Fue muy largo esta vez el año de las víboras,
duro como la trama que aprisiona el adiós en la sustancia inmóvil.
Sus nudos me ciñeron al vacío,
a la viga que corre sobre las sorpresivas salas del infierno
y que me balancea a punto de arrojarme,
a punto de ceder.
Fue cruel la temporada de las víboras
-la más cruel del bestiario-,
su látigo enredado a mis tobillos sometiendo el lugar
y su turbio veneno destilando la furia y el reclamo por mi
maldita boca,
contra todo perdón.
¿Y hasta dónde tapizarán con piedras tramposas mi camino?

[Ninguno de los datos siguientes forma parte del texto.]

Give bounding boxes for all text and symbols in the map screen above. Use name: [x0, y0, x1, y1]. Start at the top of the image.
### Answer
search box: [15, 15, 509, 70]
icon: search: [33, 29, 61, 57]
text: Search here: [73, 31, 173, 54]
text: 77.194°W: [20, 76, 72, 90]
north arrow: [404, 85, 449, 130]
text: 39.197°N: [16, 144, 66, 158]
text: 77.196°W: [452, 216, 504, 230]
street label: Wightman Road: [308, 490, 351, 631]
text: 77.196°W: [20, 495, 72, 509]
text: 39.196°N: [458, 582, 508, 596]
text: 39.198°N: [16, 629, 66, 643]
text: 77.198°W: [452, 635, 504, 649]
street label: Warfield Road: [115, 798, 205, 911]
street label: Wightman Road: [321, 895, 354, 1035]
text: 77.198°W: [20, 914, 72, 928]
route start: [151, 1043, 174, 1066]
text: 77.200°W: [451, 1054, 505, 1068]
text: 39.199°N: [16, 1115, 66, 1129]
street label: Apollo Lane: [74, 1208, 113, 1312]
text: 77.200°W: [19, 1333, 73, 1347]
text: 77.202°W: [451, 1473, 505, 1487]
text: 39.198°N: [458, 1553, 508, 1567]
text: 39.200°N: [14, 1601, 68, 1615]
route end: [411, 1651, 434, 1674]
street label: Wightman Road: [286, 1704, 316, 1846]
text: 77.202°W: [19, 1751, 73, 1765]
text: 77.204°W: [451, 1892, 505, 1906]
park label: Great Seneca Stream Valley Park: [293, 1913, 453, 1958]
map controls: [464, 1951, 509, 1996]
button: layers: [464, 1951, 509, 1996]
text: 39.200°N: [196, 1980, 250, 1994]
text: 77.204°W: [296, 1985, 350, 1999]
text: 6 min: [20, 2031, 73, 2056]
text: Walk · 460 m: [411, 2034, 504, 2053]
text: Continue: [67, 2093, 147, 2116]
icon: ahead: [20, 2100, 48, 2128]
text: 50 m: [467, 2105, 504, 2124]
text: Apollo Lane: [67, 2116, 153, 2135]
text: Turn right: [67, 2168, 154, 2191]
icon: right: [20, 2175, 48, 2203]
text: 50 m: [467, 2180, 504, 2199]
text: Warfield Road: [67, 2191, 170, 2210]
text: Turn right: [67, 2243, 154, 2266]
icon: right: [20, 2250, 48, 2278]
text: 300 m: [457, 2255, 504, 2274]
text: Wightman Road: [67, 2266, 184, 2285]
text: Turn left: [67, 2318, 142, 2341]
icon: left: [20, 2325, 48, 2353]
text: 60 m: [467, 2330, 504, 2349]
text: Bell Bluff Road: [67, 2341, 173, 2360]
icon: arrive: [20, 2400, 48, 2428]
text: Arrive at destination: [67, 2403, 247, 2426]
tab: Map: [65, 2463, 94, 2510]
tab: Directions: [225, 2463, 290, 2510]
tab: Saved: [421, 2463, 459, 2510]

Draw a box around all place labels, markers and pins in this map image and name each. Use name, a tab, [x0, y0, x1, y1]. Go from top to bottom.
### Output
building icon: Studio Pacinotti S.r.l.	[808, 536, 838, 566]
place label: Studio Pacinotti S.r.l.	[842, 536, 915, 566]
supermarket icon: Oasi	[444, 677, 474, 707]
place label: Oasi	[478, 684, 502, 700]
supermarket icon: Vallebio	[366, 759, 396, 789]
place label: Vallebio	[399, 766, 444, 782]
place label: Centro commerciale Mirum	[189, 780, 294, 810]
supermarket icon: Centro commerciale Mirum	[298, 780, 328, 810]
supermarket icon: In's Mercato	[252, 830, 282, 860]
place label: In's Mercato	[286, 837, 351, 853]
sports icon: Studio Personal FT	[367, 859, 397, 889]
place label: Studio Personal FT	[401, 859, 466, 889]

¿Y hasta cuándo cancelarán la entrada de los más
deslucidos paraísos?
Donde había un jardín crecieron como locas las gramillas.
No hubo vino feliz ni el sol volvió a salir desde mi puerta.
Mi mesa está rajada; mi silla no está en pie.
En mi cama hizo nido el alacrán y las sábanas son sudarios congelados.
He perdido pedazos de mi cuerpo, trozos irrecobrables.
Mi alma fue estrujada como un mísero trapo,
molida en el abrazo constrictor de las víboras que se muerden la
cola alrededor de mi destino.
Porque no habrá relevo.
No habrá más rotación de sabandijas. Ningún cambio de piel.
Y desde cada cara vendrá Job a predicar su ejemplo,
erróneo, insuficiente, lamentable,
porque nunca, jamás, ninguna recompensa desandará la pérdida.